A lot of the other answers are a bit square-peg-round-hole. Adding complicated new operators, abusing built in variables, or somewhat failing to answer the question. I wasn't particularly happy with any of them, as they either hide their behaviour when viewed through the web UI, are prone to breaking, or require a lot of custom code (that's also prone to breaking).
This solution uses built in functionality, requires no new operators and limited aditional code, the DAGs are visible through the UI without any tricks, and follows airflow best practice (see idempotency).
The solution to this problem is fairly complicated, so I've split it into several parts. These are:
How to safely trigger a dynamic number of tasks
How to wait for all of these tasks to finish then call a final task
How to integrate this into your task pipeline
Limitations (nothing is perfect)
Can a task trigger a dynamic number of other tasks?
Yes. Sortof. Without needing to write any new operators, it's possible to have a DAG trigger a dynamic number of other DAGs, using only builtin operators. This can then be expanded to have a DAG depend on a dynamic number of other DAGs (see waiting for tasks to finish). This is similar to flinz's solution, but more robust and with much less custom code.
This is done using a BranchPythonOperator that selectively triggers 2 other TriggerDagRunOperators. One of these recursively re-calls the current DAG, the other calls an external dag, the target function.
An example config that can be used to trigger the dag is given at the top of recursive_dag.py.
print_conf.py (an example DAG to trigger)
from datetime import timedelta
from airflow import DAG
from airflow.operators.python import PythonOperator
from airflow.utils.dates import days_ago
def print_output(dag_run):
dag_conf = dag_run.conf
if 'output' in dag_conf:
output = dag_conf['output']
else:
output = 'no output found'
print(output)
default_args = {
'owner': 'airflow',
'depends_on_past': False,
'retries': 0,
'retry_delay': timedelta(minutes=5),
}
with DAG(
'print_output',
start_date=days_ago(2),
tags=['my_test'],
default_args=default_args,
description='A simple test DAG',
schedule_interval=None
) as dag:
print_output = PythonOperator(
task_id='print_output_task',
python_callable=print_output
)
recursive_dag.py (Where the magic happens)
"""
DAG that can be used to trigger multiple other dags.

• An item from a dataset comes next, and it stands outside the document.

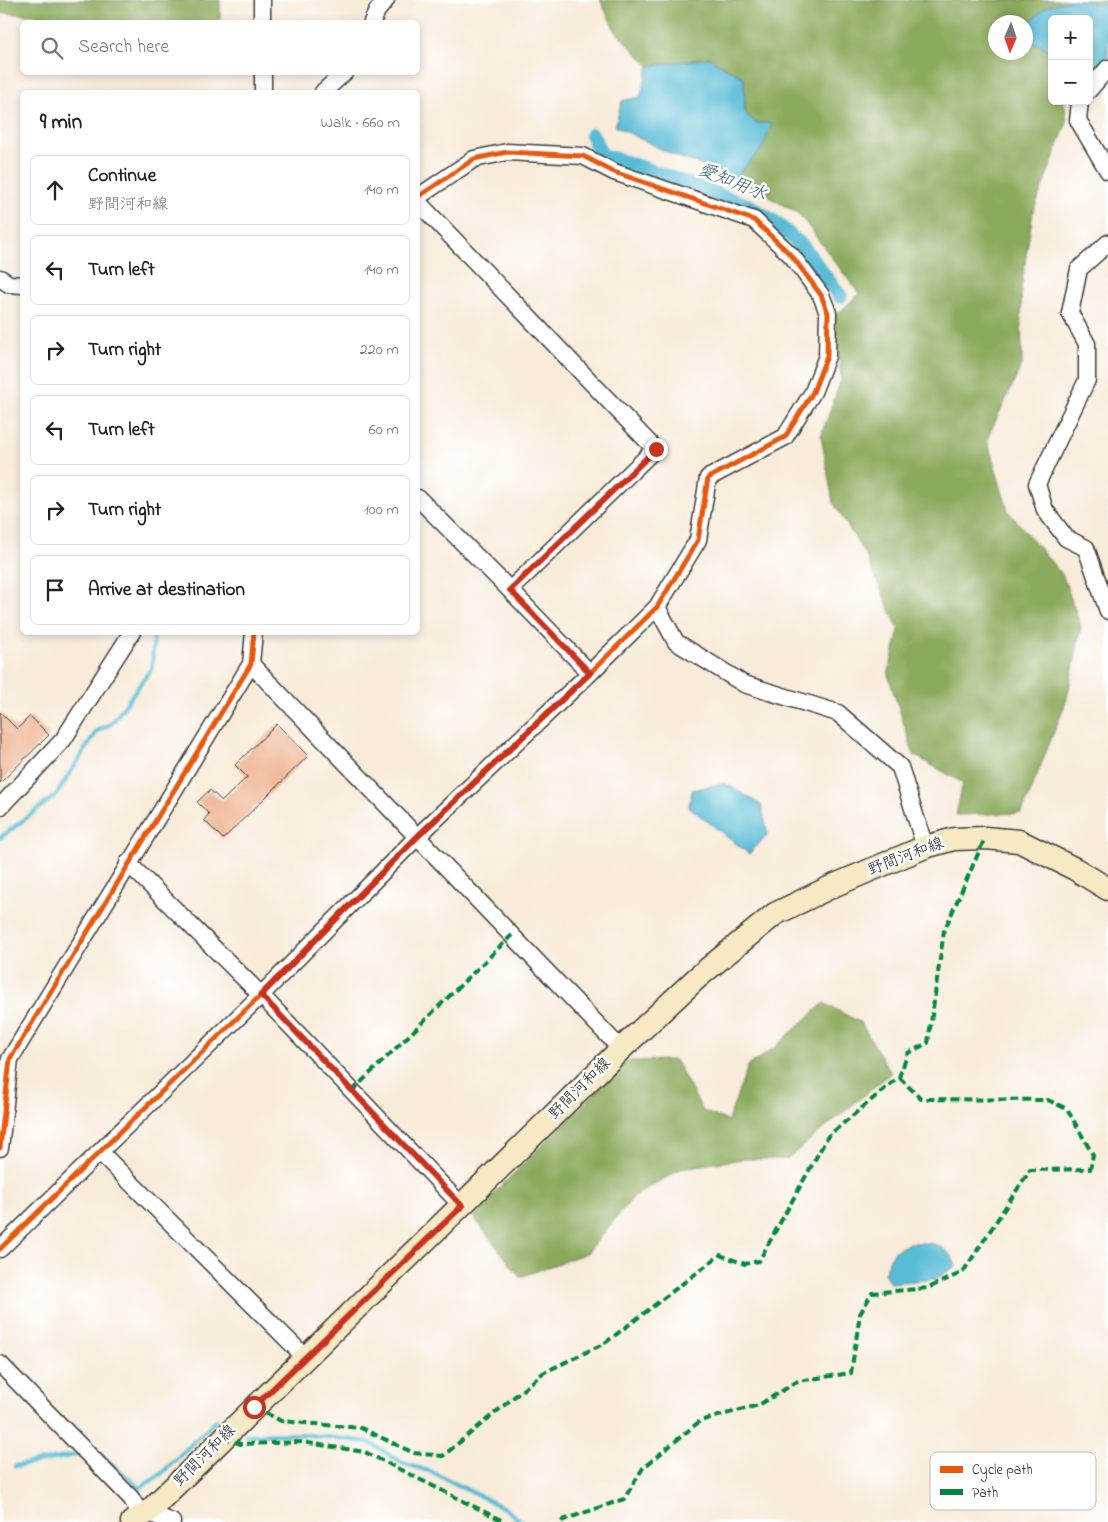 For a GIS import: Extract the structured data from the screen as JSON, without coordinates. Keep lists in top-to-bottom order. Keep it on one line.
{"streets":{"main road":["野間河和線"]},"water":["愛知用水"],"legend":["Cycle path","Path"],"north":"bottom","page":{"map_buttons":["+","−"],"search":"Search here","heading":["9 min","Walk · 660 m"],"list":[["Continue","野間河和線","140 m"],["Turn left","140 m"],["Turn right","220 m"],["Turn left","60 m"],["Turn right","100 m"],"Arrive at destination"]}}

For example, trigger with the following config:
{
"task_list": ["print_output","print_output"],
"conf_list": [
{
"output": "Hello"
},
{
"output": "world!"
}
]
}
"""
from datetime import timedelta
import json
from airflow import DAG
from airflow.operators.python import BranchPythonOperator
from airflow.operators.trigger_dagrun import TriggerDagRunOperator
from airflow.utils.dates import days_ago
default_args = {
'owner': 'airflow',
'depends_on_past': False,
'retries': 0,
'retry_delay': timedelta(minutes=5),
}
dag_id = 'branch_recursive'
branch_id = 'branch_operator'
repeat_task_id = 'repeat_dag_operator'
repeat_task_conf = repeat_task_id + '_conf'
next_task_id = 'next_dag_operator'
next_task_conf = next_task_id + '_conf'
def choose_branch(task_instance, dag_run):
dag_conf = dag_run.conf
task_list = dag_conf['task_list']
next_task = task_list[0]
later_tasks = task_list[1:]
conf_list = dag_conf['conf_list']
# dump to string because value is stringified into
# template string, is then parsed.
next_conf = json.dumps(conf_list[0])
later_confs = conf_list[1:]
task_instance.xcom_push(key=next_task_id, value=next_task)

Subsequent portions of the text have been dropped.